Wealth Strategies

Study Shows Big HNW Age Divergence Over Economic Outlook – BoA Private Bank

Tom Burroughes Group Editor June 18, 2024

Study Shows Big HNW Age Divergence Over Economic Outlook – BoA Private Bank

The study from the US private bank delved into the details of how different HNW age groups think about financial markets, sources of return, where they obtain financial data, and more.

A Bank of America Private Bank survey of more than 1,000 high net worth adults founds that all age cohorts give high marks to their personal financial security. But views diverge sharply on the economic outlook, with younger people far more upbeat than those aged 44 and above.

Younger people (21 to 43), defined here as Gen Z and Millennials, are twice as optimistic as older wealthy people about the US economy. The divide is even sharper about the global economy; nearly half of younger people say the global economy is very strong, compared with just 6 per cent of Gen X and older.

Younger people are also much more optimistic in their views of the US political environment, with many more saying that the US is “on the right track.”

Gaps between the views of different cohorts are important because about $84 trillion is expected to pass from seniors and Baby Boomers to Gen X, Millennials and their heirs through 2045.

The transfer to Gen X in particular is well underway, though annual transfers to Millennials are expected to surpass Gen X by 2040, the bank said in its 39-page report. (The study drew responses from 1,007 people who had at least $3 million in investible assets and were at least 21 years of age. The data was taken between January and February of 2024.)

One of the most eye-catching finds was that among younger people, six investment areas ranked above traditional areas such as fixed income and domestic equities as being those with greater opportunities for growth: Real estate; crypto/digital assets; private equity; personal company/brand; direct investment into companies; and those focused on “positive impact.” On the other hand, among those aged 44 and above, the top choice as a growth market was domestic equities, followed by real estate and emerging market stocks. Crypto/digital assets did not even feature.

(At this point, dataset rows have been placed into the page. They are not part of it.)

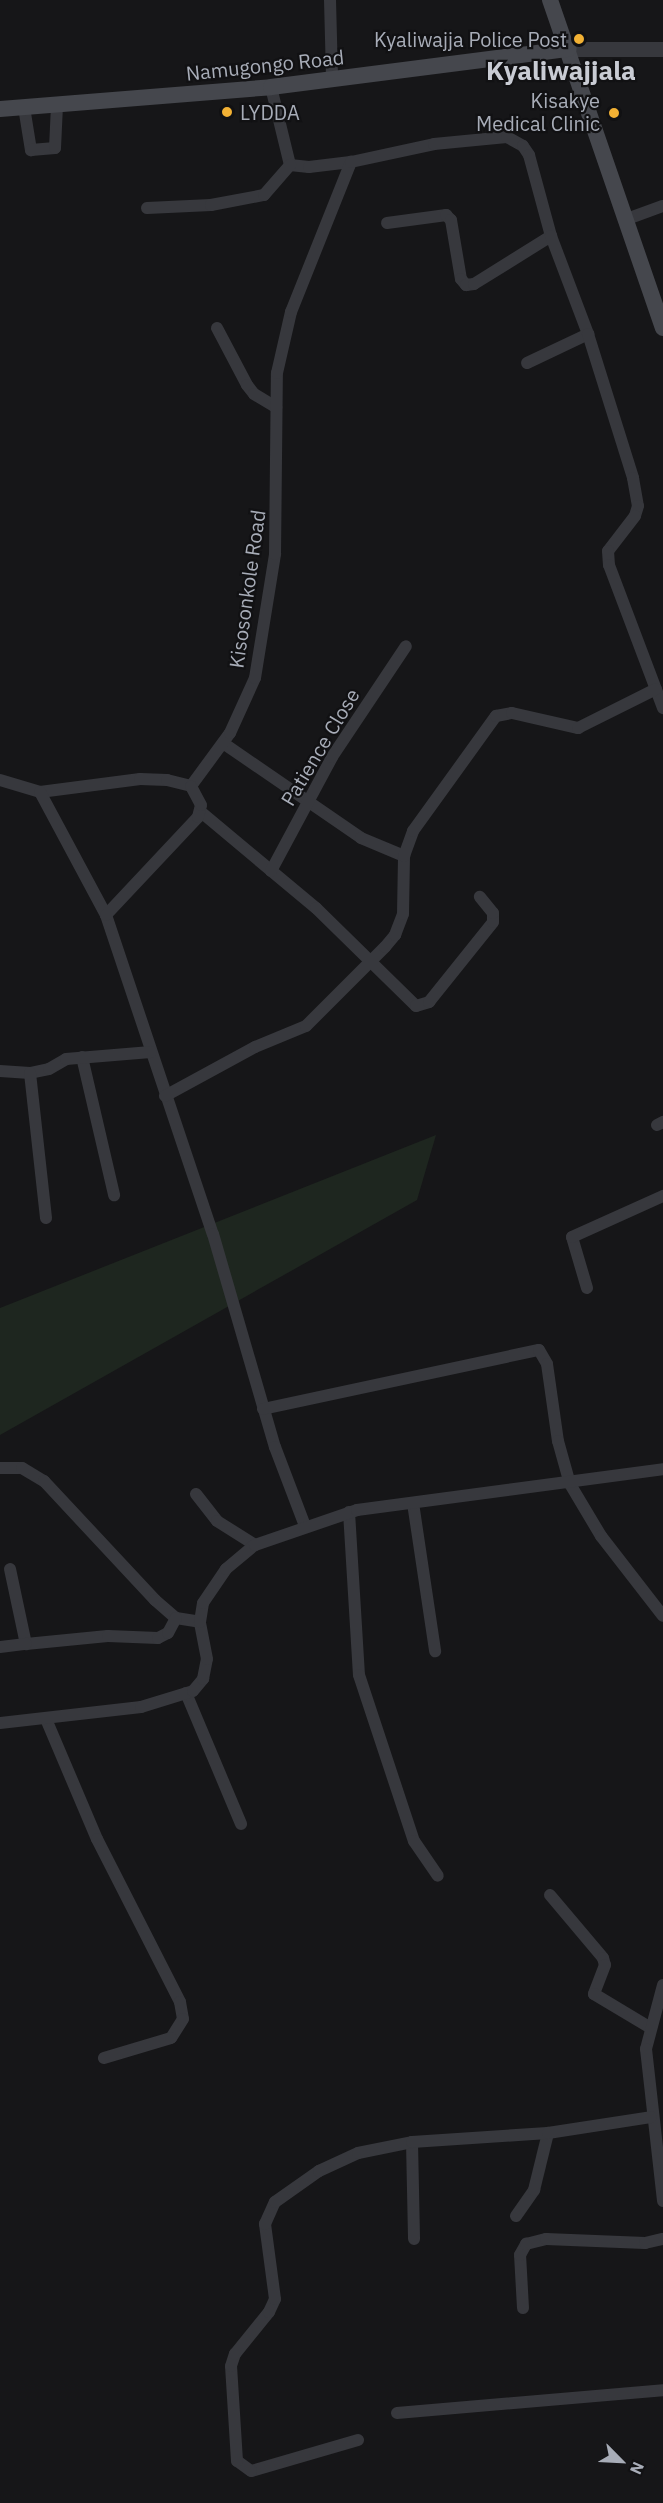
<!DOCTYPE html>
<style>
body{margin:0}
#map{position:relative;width:663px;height:2503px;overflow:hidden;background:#161618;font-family:"IBM Plex Sans",sans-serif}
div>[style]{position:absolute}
.green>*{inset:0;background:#1e261f}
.minor>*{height:12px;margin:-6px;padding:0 6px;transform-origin:6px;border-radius:6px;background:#37383d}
.tertiary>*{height:15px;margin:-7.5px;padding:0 7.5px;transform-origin:7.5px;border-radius:7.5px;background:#37383d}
.secondary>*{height:16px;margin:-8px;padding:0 8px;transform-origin:8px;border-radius:8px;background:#45474d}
.dots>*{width:16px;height:16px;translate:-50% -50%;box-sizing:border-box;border:3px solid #111113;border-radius:50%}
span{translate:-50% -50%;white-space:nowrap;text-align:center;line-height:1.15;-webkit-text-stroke:4.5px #111113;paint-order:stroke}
.poi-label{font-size:20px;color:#a8adb8}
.right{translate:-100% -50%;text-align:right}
.left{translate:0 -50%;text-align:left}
.street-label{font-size:20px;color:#a8adb8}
.district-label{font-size:26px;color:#c9ccd4;font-weight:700}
.north{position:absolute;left:591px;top:2431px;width:60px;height:60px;-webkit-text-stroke:4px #111113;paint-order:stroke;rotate:114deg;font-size:16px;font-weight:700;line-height:24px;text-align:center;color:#a8adb8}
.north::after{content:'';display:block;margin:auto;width:21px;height:27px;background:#a8adb8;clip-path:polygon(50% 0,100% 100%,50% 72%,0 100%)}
</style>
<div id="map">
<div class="green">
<div style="clip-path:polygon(436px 1135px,417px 1200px,0 1435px,0 1308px)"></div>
</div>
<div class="minor">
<div style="left:330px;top:0;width:79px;rotate:88.5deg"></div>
<div style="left:271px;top:87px;width:80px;rotate:76.3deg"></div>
<div style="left:290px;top:165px;width:19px;rotate:6deg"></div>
<div style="left:309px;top:167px;width:42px;rotate:-6.8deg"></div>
<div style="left:24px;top:107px;width:44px;rotate:80.8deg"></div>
<div style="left:31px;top:150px;width:24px;rotate:-5deg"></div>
<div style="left:55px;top:148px;width:43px;rotate:-87.3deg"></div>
<div style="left:147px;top:208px;width:64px;rotate:-2.7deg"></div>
<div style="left:211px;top:205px;width:54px;rotate:-10.7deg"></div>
<div style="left:264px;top:195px;width:40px;rotate:-49deg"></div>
<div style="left:627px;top:219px;width:38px;rotate:-20deg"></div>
<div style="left:387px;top:223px;width:60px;rotate:-7.7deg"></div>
<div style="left:446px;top:215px;width:7px;rotate:45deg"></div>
<div style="left:451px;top:220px;width:60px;rotate:80.4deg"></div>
<div style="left:461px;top:279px;width:8px;rotate:50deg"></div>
<div style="left:466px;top:285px;width:8px;rotate:-7deg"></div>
<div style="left:474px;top:284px;width:91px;rotate:-31.9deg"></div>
<div style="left:217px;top:328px;width:64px;rotate:62.2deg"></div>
<div style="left:247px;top:385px;width:11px;rotate:52deg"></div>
<div style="left:254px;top:394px;width:26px;rotate:31deg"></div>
<div style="left:527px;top:363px;width:68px;rotate:-25.4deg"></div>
<div style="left:223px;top:743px;width:168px;rotate:34.5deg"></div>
<div style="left:361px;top:838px;width:47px;rotate:22.7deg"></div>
<div style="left:0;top:780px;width:42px;rotate:16.7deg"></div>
<div style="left:40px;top:792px;width:101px;rotate:-7.4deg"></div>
<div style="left:140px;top:779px;width:27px;rotate:2deg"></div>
<div style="left:167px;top:780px;width:25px;rotate:14deg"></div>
<div style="left:191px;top:786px;width:66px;rotate:-53.7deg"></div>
<div style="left:230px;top:733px;width:60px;rotate:-65.6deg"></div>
<div style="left:255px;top:678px;width:126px;rotate:-80.8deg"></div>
<div style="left:275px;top:554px;width:181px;rotate:-89.4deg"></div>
<div style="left:277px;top:373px;width:63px;rotate:-77.1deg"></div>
<div style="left:291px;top:312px;width:162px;rotate:-68.2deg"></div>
<div style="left:351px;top:162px;width:85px;rotate:-12.2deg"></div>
<div style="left:434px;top:144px;width:73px;rotate:-5.5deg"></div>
<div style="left:507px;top:137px;width:18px;rotate:29deg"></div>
<div style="left:523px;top:146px;width:11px;rotate:56deg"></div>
<div style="left:529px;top:155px;width:84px;rotate:74.8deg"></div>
<div style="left:551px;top:236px;width:105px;rotate:69.3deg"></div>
<div style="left:588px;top:334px;width:151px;rotate:72.6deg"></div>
<div style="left:633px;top:478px;width:28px;rotate:80deg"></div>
<div style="left:638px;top:506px;width:10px;rotate:107deg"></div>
<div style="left:635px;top:516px;width:44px;rotate:127.6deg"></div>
<div style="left:608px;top:551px;width:14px;rotate:86deg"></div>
<div style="left:609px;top:565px;width:153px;rotate:69.3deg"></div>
<div style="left:40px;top:792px;width:140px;rotate:61.8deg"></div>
<div style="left:106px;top:915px;width:336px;rotate:71.5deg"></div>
<div style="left:213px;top:1234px;width:222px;rotate:73.8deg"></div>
<div style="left:275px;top:1447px;width:85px;rotate:69.2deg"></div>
<div style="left:201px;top:812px;width:150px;rotate:39.9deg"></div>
<div style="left:316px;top:908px;width:140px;rotate:44.4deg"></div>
<div style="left:416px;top:1006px;width:14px;rotate:-17deg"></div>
<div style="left:429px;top:1002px;width:102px;rotate:-51.3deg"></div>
<div style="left:493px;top:922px;width:9px;rotate:-90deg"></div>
<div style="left:493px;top:913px;width:21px;rotate:-129deg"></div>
<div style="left:271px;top:871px;width:129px;rotate:-61.8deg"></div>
<div style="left:332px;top:757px;width:133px;rotate:-56.3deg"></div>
<div style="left:106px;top:915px;width:134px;rotate:-46.8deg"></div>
<div style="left:198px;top:817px;width:12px;rotate:-76deg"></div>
<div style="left:201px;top:805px;width:21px;rotate:-118deg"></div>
<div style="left:82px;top:1057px;width:142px;rotate:76.9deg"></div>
<div style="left:0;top:1071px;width:30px;rotate:4deg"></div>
<div style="left:30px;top:1073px;width:19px;rotate:-12deg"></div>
<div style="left:49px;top:1069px;width:20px;rotate:-30deg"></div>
<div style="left:66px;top:1059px;width:85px;rotate:-4.7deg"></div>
<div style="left:30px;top:1073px;width:146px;rotate:83.7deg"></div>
<div style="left:165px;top:1096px;width:102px;rotate:-28.6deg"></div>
<div style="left:255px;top:1047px;width:55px;rotate:-22.4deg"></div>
<div style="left:306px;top:1026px;width:112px;rotate:-45deg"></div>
<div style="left:385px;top:947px;width:16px;rotate:-50deg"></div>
<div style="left:395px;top:935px;width:22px;rotate:-69deg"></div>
<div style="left:403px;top:914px;width:58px;rotate:-89deg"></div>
<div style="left:404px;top:856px;width:27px;rotate:-70deg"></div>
<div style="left:413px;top:831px;width:142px;rotate:-54.2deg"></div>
<div style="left:496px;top:716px;width:16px;rotate:-11deg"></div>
<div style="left:512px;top:713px;width:68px;rotate:12.8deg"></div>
<div style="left:578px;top:728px;width:87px;rotate:-26.6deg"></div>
<div style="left:657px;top:1125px;width:7px;rotate:-27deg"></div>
<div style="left:587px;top:1288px;width:53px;rotate:-106.4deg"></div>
<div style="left:572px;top:1237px;width:100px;rotate:-24.3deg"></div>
<div style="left:263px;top:1409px;width:282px;rotate:-12.1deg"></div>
<div style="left:539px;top:1350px;width:16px;rotate:60deg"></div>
<div style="left:547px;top:1364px;width:78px;rotate:81.9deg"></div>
<div style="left:558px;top:1441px;width:45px;rotate:74.4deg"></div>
<div style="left:570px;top:1484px;width:61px;rotate:59.2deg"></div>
<div style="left:601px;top:1536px;width:101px;rotate:52.2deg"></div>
<div style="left:0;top:1468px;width:22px"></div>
<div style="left:22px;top:1468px;width:26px;rotate:31deg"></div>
<div style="left:44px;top:1481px;width:163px;rotate:47deg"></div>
<div style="left:155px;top:1600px;width:28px;rotate:41deg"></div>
<div style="left:176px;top:1618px;width:24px;rotate:9deg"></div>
<div style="left:196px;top:1494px;width:34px;rotate:52deg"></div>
<div style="left:217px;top:1521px;width:45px;rotate:32.3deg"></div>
<div style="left:413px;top:1503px;width:150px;rotate:81.5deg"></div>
<div style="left:349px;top:1512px;width:163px;rotate:86.5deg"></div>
<div style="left:359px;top:1675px;width:175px;rotate:71.7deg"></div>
<div style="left:414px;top:1841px;width:42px;rotate:55.6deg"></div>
<div style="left:10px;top:1569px;width:77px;rotate:78deg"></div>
<div style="left:26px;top:1644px;width:82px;rotate:-5.6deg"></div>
<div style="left:108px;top:1636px;width:50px;rotate:2.3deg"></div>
<div style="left:158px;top:1638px;width:11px;rotate:-27deg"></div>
<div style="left:168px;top:1633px;width:17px;rotate:-62deg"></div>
<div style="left:0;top:1647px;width:26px;rotate:-7deg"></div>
<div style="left:186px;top:1693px;width:142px;rotate:67.2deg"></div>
<div style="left:46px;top:1719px;width:130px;rotate:67deg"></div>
<div style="left:97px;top:1839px;width:183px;rotate:63deg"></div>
<div style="left:180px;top:2002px;width:17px;rotate:80deg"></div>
<div style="left:183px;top:2019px;width:22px;rotate:122deg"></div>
<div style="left:171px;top:2038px;width:70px;rotate:163.4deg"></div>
<div style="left:0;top:1723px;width:142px;rotate:-6.5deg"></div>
<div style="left:141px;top:1707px;width:54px;rotate:-17.1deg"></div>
<div style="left:193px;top:1691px;width:16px;rotate:-50deg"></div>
<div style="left:203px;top:1679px;width:20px;rotate:-79deg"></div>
<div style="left:207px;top:1659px;width:38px;rotate:-101deg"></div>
<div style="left:200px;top:1622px;width:19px;rotate:-81deg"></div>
<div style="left:203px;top:1603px;width:41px;rotate:-55.9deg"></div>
<div style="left:226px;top:1569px;width:38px;rotate:-40deg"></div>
<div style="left:255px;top:1545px;width:108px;rotate:-18.9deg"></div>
<div style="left:357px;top:1510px;width:309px;rotate:-7.6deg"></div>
<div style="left:550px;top:1895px;width:82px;rotate:49.9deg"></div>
<div style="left:603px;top:1958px;width:7px;rotate:74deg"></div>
<div style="left:605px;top:1965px;width:31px;rotate:111deg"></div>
<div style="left:594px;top:1994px;width:64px;rotate:31deg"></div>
<div style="left:663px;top:1985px;width:66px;rotate:104.9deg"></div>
<div style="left:646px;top:2049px;width:153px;rotate:83.6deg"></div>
<div style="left:412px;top:2142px;width:97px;rotate:88.8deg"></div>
<div style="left:516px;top:2216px;width:32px;rotate:-55deg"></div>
<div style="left:534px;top:2190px;width:59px;rotate:-76.2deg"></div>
<div style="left:523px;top:2308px;width:53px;rotate:-93.2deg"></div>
<div style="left:520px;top:2255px;width:13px;rotate:-61deg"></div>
<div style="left:526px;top:2244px;width:21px;rotate:-14deg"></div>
<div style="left:546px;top:2239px;width:99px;rotate:2.3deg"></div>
<div style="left:645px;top:2243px;width:18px;rotate:-13deg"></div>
<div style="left:397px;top:2413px;width:267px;rotate:-4.9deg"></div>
<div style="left:358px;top:2440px;width:111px;rotate:163.8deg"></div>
<div style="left:251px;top:2471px;width:17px;rotate:-144deg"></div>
<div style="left:237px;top:2461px;width:95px;rotate:-93.6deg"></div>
<div style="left:231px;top:2366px;width:13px;rotate:-72deg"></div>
<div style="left:235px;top:2354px;width:54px;rotate:-51deg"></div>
<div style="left:269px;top:2312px;width:14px;rotate:-65deg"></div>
<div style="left:275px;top:2299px;width:76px;rotate:-97.6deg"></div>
<div style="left:265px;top:2224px;width:24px;rotate:-66deg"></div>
<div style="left:275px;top:2202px;width:54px;rotate:-35.2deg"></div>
<div style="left:319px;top:2171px;width:43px;rotate:-24.8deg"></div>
<div style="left:358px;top:2153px;width:55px;rotate:-11.5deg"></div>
<div style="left:412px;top:2142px;width:136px;rotate:-3.8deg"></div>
<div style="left:548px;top:2133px;width:104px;rotate:-8.8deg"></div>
</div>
<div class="tertiary">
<div style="left:569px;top:49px;width:94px"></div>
</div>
<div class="secondary">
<div style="left:550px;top:0;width:347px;rotate:71deg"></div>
<div style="left:0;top:109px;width:272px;rotate:-4.6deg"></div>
<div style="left:271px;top:87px;width:300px;rotate:-7.3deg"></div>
</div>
<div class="dots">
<div style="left:579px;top:39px;background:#f2b134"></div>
<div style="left:227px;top:112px;background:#f2b134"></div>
<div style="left:614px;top:113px;background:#f2b134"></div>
</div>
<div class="poi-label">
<span class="right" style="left:567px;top:39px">Kyaliwajja Police Post</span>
<span class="right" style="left:600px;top:112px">Kisakye<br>Medical Clinic</span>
<span class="left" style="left:240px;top:112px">LYDDA</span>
</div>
<div class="street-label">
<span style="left:265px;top:65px;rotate:-6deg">Namugongo Road</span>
<span style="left:247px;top:589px;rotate:-82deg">Kisosonkole Road</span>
<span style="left:320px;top:747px;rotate:-59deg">Patience Close</span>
</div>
<div class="district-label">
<span style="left:561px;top:71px">Kyaliwajjala</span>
</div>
<div class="north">N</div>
</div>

“If these investment preferences actually are a marker of cautious mindsets, the past could be to blame, with two market crashes shaping a key decade of development for younger people. It’s easy to see how a two-and-a-half-year bear market (2000-2002) and a 50 per cent-plus loss in stock prices (2008-2009) could instill skepticism about the stock market in a generation of wealthy Americans,” authors of the report said. 

“There’s also the significant shift of information sharing and authority-sourcing underway in the age of social media. Half of younger people prefer to get their financial content from social media, which could be promoting untested advice as easily as it sources researched and verified guidance,” the report said. 

Stocks, rates and cash
The subject about which wealthy people show the most consensus – and optimism – is about the S&P 500’s outlook. A majority say they expect stocks to rise.

The study found that most (58 per cent) of those it surveyed have financially adjusted to higher rates, with 91 per cent of younger people doing so. “Younger people are generally more reliant on debt than older people, particularly with housing and education loans. Half of younger investors made changes to their investment approach as higher yields changed the opportunity set, while only 37 per cent of older investors did so.”

The study found that younger respondents also adjusted more around cash, increasing cash in hand as rate rises made other liquidity options more costly.

In terms of investment trends more broadly, younger people are more skeptical of traditional investments such as listed equities and bonds. Asked if they agreed with the statement “it is no longer possible to achieve above-average investment returns by investing solely in traditional stocks and bonds,” 72 per cent of younger people agreed. Some 28 per cent of those in the older group agreed.

Tech love
When it comes to technology, younger wealthy people show “more understanding and embrace” of technology changes, including the latest advancements in artificial intelligence, the report said.

Nine in 10 younger people say they are familiar with AI developments, compared with just half of the Gen X, Baby Boomer and senior population. Younger people have more confidence in the potential of AI to improve investment returns, and they are far more likely to say that AI impacts the way they invest or manage their wealth.

Transfer strains
Outside of investment, the report also examined wealth transfer. It found that 38 per cent of respondents said the lack of instructions causes strain.

Other matters of estate governance – communication and trust – also factor in for many families. Across all age groups, “interpersonal family dynamics” were given as the top source of strife, with 65 per cent of those aged 44+ giving this as a reason, and 41 per cent of younger respondents doing so. Across all groups, 38 per cent said “unequal distribution of assets” was a cause of strife; 25 per cent cited “lack of clear instructions and documentation.”

The survey noted that less than half (48 per cent) of wealthy US citizens have the basics of an estate plan in place.